Passamos um longo desfiladeiro. Saímos de um regime autoritário para o Estado de Direito sem as agruras que costumam acompanhar esse processo.
Conseguimos o milagre de fazer a transição com as Forças Armadas, que dela foram garantidoras. Os militares voltaram aos seus deveres profissionais.
Mas a transição maior foi aquela que não se vê e é mais profunda: a mudança da sociedade brasileira. Esta era profundamente elitista, as decisões restritas a um núcleo pequeno e privilegiado.
As classes trabalhadoras não tinham voz.
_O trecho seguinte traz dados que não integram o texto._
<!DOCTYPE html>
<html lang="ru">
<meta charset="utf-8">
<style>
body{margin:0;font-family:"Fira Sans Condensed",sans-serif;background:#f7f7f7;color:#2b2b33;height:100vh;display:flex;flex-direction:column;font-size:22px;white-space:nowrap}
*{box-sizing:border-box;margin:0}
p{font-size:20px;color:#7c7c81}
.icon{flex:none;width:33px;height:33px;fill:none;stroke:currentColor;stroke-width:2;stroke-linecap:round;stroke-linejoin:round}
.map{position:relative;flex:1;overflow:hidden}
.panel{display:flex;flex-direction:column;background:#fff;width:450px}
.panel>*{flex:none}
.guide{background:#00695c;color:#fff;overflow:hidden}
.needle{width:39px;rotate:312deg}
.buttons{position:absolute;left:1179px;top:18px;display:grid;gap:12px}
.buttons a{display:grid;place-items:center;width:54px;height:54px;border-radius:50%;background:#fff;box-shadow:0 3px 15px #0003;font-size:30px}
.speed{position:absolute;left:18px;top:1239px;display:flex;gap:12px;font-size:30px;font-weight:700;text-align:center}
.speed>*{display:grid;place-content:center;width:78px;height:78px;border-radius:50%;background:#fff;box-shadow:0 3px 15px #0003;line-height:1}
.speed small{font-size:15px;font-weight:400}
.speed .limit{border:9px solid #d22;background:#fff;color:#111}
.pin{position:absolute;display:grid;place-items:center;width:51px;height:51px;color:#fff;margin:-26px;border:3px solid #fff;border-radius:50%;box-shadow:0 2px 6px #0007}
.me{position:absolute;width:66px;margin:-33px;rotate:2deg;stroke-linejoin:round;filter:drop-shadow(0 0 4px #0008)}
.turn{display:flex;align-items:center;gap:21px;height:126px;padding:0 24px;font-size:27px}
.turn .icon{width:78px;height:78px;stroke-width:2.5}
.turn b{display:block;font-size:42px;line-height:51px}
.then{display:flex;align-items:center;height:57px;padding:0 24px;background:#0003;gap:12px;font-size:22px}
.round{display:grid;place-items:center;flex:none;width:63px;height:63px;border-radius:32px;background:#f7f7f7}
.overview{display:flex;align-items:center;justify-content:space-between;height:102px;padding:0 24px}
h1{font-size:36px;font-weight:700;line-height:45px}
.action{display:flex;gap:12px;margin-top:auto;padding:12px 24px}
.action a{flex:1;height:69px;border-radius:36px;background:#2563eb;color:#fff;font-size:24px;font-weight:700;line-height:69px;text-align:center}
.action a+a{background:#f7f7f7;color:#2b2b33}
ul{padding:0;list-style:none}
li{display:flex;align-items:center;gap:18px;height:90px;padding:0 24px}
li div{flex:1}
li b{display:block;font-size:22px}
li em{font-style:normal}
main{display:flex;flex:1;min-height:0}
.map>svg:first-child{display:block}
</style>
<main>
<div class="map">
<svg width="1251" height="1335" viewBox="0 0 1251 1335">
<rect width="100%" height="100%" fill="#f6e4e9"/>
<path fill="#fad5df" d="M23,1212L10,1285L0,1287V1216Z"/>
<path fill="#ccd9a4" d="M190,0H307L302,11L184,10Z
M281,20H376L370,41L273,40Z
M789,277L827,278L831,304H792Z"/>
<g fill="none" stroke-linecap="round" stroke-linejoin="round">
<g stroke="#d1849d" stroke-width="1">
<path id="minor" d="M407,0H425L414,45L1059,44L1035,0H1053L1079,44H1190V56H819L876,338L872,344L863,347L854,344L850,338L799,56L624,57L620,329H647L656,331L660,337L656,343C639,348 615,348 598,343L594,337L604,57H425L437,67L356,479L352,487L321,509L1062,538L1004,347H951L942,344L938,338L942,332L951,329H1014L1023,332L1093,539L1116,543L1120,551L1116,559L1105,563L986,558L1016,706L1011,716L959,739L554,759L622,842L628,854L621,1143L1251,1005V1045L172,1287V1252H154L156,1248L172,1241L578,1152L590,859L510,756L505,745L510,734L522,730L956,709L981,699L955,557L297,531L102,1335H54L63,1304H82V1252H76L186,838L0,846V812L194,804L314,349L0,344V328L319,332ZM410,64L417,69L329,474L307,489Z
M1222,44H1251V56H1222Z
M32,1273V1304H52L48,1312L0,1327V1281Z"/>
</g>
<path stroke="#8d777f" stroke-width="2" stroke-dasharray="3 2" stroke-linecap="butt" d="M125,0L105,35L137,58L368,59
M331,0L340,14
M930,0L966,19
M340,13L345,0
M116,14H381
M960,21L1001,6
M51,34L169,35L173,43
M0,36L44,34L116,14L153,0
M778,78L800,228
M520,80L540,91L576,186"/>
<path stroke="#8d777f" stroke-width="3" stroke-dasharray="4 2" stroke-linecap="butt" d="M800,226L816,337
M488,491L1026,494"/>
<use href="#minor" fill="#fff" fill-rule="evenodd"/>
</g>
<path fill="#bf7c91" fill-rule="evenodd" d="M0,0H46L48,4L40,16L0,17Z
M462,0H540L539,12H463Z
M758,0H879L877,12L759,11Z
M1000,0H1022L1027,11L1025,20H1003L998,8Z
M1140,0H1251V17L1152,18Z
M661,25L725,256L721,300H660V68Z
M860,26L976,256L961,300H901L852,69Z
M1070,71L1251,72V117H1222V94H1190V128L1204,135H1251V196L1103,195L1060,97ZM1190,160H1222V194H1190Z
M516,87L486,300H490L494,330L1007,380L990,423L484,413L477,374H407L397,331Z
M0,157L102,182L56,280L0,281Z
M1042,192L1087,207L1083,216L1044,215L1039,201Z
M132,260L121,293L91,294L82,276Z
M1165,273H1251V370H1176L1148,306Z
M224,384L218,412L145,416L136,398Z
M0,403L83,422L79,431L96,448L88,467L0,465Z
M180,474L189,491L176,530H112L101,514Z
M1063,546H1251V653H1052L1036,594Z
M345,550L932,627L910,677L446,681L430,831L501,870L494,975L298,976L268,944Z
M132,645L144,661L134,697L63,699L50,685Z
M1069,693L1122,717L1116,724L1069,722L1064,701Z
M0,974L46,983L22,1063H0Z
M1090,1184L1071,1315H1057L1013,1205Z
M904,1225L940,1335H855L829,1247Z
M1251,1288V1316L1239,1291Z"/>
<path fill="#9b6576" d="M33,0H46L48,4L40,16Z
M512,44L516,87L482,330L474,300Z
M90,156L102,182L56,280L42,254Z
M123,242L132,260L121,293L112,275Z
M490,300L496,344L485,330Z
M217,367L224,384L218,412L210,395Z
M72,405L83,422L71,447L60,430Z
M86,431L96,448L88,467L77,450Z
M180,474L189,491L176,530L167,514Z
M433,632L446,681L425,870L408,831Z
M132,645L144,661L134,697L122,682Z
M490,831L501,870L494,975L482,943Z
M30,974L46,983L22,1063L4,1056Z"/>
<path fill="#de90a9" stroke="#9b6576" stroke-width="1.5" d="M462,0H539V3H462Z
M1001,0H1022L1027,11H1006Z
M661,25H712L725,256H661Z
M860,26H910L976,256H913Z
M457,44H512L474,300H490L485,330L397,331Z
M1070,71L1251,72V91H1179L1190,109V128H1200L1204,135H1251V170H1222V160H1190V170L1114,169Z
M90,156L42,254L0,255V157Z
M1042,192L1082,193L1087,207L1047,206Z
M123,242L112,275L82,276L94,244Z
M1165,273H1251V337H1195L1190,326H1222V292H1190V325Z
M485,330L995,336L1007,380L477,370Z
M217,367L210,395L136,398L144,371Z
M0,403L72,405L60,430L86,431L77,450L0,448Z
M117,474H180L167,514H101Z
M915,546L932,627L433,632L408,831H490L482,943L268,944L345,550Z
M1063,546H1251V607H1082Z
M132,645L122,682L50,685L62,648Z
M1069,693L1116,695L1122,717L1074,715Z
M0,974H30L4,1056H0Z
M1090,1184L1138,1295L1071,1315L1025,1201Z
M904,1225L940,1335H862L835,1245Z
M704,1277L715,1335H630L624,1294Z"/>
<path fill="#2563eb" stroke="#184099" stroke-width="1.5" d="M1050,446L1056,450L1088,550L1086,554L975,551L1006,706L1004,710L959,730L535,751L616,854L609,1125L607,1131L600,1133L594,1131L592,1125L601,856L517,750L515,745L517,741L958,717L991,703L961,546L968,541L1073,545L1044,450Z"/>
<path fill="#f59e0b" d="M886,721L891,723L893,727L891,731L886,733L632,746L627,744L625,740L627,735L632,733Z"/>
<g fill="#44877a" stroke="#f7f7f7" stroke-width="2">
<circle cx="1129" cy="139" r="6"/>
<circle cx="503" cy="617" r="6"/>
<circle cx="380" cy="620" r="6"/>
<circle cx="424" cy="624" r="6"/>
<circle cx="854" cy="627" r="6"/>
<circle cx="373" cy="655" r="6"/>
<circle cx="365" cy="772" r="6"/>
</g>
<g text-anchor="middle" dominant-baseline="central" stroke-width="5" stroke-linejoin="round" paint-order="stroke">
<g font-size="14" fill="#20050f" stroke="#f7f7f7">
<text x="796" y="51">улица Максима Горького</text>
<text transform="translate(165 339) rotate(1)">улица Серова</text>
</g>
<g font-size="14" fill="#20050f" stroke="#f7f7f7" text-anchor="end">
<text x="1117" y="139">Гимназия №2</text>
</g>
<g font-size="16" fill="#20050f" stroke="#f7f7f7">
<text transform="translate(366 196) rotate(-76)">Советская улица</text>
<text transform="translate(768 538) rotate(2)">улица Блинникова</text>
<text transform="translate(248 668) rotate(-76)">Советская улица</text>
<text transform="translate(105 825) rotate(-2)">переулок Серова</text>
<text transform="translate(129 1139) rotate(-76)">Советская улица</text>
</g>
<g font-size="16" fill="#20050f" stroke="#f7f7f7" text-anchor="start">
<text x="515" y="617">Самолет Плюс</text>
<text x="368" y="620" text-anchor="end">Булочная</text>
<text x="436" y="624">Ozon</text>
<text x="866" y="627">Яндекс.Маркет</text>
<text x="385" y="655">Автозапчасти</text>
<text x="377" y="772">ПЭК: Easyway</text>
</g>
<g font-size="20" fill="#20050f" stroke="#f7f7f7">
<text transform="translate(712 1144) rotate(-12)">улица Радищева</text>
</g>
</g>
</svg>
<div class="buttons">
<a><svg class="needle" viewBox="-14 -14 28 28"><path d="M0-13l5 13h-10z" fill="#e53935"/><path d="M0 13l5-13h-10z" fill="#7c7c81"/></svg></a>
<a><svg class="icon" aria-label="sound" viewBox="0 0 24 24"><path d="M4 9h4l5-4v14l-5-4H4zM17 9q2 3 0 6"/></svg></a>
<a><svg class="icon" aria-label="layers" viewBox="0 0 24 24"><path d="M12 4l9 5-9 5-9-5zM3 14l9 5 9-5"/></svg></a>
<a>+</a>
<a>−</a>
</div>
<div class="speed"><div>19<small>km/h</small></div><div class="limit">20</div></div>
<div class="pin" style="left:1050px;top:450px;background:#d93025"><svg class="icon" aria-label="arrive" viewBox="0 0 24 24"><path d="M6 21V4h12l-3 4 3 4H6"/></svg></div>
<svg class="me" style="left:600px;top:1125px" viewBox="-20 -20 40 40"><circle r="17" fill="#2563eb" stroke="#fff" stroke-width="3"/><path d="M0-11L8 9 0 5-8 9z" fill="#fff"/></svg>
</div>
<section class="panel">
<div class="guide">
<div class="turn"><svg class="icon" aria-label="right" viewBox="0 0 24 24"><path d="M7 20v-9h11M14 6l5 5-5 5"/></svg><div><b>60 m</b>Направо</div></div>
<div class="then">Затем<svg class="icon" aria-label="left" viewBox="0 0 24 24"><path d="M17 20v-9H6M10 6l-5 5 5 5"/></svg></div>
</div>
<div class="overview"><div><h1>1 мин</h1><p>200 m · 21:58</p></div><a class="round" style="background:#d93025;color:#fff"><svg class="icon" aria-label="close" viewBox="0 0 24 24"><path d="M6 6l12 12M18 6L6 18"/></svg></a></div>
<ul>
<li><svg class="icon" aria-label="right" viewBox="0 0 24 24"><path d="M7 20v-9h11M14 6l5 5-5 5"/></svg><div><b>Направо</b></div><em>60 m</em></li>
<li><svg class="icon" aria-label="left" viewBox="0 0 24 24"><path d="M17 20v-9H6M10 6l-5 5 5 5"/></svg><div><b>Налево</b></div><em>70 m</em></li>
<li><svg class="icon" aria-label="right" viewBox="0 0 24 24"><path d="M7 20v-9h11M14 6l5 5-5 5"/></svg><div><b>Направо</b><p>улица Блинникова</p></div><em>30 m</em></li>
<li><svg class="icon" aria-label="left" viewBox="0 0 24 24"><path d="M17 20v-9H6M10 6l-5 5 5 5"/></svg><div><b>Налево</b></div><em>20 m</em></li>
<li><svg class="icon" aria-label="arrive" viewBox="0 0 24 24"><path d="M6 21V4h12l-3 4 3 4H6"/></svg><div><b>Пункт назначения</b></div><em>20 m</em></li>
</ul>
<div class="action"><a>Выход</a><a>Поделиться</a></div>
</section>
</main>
Havia mesmo uma escala de gradação nos segmentos sociais, uma espécie de castas.
Tudo mudou. Hoje, os patrões sabem que somos uma democracia, na qual o seu empregado não é mais o servo que trabalha e dele depende. Ele tem sua própria força, de suas organizações, de sua identidade.
Não só a classe trabalhadora, mas o povo todo, nos seus diversos segmentos, se organizou, tomou consciência dos seus direitos e influi nas decisões.
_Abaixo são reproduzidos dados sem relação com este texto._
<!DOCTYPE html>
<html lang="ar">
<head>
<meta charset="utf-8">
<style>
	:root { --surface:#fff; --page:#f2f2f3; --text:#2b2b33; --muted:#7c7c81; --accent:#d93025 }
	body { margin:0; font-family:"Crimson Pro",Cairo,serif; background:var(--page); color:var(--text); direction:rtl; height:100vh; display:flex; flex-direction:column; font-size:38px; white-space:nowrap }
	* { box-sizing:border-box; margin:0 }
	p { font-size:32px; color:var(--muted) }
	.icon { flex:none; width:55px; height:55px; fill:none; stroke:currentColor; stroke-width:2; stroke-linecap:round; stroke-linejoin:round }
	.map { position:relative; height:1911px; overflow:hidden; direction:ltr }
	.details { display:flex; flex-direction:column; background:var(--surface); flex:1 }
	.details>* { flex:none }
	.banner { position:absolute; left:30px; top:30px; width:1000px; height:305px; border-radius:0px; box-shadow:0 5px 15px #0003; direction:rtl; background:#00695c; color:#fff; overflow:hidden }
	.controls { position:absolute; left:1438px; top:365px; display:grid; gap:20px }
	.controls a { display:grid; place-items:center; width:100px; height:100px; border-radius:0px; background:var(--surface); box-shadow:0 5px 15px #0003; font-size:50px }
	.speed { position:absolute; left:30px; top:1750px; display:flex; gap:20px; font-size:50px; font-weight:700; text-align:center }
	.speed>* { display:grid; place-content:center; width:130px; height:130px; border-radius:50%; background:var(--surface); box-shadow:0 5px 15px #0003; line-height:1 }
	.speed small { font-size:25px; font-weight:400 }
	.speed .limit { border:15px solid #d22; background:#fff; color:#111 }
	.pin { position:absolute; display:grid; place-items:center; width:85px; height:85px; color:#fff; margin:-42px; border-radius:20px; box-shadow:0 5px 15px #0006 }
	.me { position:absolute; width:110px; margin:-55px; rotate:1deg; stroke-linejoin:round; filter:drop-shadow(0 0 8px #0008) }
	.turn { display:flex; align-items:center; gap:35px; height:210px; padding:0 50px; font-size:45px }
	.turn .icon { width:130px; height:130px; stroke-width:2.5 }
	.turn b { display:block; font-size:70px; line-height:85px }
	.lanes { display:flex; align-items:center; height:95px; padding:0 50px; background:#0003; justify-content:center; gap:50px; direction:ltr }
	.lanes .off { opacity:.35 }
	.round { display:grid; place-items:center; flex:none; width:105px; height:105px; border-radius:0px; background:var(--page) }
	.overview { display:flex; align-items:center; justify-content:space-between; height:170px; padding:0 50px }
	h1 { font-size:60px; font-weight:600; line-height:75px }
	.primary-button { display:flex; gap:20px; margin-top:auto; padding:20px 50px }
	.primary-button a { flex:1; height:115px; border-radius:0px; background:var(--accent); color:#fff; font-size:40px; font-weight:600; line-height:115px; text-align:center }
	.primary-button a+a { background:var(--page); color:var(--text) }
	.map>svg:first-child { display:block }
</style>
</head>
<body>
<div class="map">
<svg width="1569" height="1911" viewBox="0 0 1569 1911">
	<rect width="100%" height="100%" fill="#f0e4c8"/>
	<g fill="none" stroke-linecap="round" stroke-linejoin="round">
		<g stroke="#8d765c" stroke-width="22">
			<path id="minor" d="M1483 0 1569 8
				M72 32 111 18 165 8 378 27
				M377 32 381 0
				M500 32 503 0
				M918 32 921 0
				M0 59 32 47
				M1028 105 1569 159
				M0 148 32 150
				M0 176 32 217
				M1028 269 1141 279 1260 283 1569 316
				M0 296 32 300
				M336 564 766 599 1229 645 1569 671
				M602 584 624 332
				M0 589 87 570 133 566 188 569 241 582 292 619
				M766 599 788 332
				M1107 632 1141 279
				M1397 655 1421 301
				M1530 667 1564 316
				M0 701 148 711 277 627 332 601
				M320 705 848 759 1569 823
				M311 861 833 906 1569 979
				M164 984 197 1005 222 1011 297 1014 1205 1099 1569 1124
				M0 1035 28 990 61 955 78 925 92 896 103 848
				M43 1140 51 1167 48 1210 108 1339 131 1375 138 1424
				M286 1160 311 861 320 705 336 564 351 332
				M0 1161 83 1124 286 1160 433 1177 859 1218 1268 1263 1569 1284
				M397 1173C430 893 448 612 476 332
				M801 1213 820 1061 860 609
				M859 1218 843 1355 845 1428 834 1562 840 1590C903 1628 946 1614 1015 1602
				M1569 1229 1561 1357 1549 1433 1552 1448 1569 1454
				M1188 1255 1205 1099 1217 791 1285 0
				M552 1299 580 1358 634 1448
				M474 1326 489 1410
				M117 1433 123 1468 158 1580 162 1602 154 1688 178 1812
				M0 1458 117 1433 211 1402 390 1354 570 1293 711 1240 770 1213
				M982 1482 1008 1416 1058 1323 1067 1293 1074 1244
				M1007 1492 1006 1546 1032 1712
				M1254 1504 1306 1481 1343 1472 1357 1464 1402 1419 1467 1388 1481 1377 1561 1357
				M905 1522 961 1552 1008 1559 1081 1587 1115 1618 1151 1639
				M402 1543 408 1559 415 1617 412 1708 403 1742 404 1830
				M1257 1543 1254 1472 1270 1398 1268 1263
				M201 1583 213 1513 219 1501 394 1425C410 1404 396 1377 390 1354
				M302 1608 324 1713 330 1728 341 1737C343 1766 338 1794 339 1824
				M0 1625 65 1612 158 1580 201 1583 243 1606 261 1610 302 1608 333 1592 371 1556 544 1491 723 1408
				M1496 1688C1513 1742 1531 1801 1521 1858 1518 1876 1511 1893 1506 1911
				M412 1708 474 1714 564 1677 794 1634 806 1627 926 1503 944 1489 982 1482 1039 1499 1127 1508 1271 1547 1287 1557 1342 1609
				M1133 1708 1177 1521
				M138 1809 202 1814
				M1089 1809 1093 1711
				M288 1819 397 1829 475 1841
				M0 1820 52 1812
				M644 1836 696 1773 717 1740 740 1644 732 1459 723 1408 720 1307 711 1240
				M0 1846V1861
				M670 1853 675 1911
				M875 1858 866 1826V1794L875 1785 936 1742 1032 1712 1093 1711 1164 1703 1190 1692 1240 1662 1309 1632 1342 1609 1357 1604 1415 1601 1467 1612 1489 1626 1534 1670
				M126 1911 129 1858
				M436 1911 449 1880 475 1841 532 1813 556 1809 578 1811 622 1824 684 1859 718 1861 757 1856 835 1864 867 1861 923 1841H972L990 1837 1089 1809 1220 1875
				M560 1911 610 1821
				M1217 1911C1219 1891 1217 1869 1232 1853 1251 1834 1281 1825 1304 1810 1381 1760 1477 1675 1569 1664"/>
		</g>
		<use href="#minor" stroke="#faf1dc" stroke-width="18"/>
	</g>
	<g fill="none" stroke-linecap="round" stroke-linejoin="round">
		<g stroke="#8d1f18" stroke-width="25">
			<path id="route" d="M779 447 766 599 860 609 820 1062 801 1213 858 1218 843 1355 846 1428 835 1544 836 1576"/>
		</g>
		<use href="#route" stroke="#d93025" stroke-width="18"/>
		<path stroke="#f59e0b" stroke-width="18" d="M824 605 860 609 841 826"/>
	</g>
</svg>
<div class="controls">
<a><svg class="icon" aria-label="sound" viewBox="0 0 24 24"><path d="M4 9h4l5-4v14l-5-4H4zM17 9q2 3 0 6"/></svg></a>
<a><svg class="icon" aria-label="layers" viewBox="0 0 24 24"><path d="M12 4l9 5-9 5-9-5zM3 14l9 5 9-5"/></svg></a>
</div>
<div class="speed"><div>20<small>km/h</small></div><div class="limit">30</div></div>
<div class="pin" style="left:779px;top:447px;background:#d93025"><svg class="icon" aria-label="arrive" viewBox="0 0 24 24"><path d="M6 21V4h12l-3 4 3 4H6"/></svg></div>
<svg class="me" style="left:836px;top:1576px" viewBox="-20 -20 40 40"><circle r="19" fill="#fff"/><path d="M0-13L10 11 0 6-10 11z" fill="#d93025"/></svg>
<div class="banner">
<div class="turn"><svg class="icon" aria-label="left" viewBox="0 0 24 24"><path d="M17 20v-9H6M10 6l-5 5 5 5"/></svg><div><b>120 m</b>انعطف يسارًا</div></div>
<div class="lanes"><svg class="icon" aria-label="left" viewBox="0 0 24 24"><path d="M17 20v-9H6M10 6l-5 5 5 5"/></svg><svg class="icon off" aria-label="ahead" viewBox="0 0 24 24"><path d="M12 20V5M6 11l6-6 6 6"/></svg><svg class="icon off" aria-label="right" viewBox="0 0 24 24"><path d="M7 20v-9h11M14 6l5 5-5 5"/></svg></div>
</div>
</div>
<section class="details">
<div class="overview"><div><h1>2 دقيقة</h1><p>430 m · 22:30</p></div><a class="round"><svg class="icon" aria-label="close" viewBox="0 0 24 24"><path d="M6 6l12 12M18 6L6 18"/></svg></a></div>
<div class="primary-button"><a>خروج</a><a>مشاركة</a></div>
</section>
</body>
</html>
Tudo isso foi possível graças ao poder criativo da liberdade. Ela estimulou e criou uma sociedade participativa.
A democracia moderna, não somente formal, é aquela que se derrama num sistema de capilaridade em todo o corpo social.
A política não é somente obra dos políticos, mas de todos que exercem liderança nos seus respectivos segmentos.
Mudança importante foi a extinção da discriminação ideológica. Nos anos 80 ainda era estigma e maldição a posição ideológica das pessoas. Hoje todos convivem e aceitam a liberdade de cada um, de pensar e de opinar, de questionar de acordo com suas idéias.
Essa mudança da sociedade passou despercebida e foi tão forte e profunda que não surgiram resistências. Isso não ocorreu nos países que atravessaram o que o Brasil atravessou. Eles tiveram problemas e sequelas. A Coréia, Taiwan, China, Cingapura, os tigres, não cruzaram ainda o desfiladeiro institucional.
O Brasil está, assim, pronto para a arrancada do desenvolvimento. Desenvolvimento como um processo interno, mas já, agora, como um processo sistêmico num mundo cada vez mais interdependente.
O Mercosul, com a estabilização da economia brasileira, vai dar um salto gigantesco. É a regionalização de nossa economia, para participar da globalização em termos competitivos em relação a essas duas tendências mundiais.
É este Brasil, moderno, industrializado, uma democracia sólida que vai entrar no século 21, para ocupar o seu lugar no mundo.
Será a consumação da profecia ``país do futuro".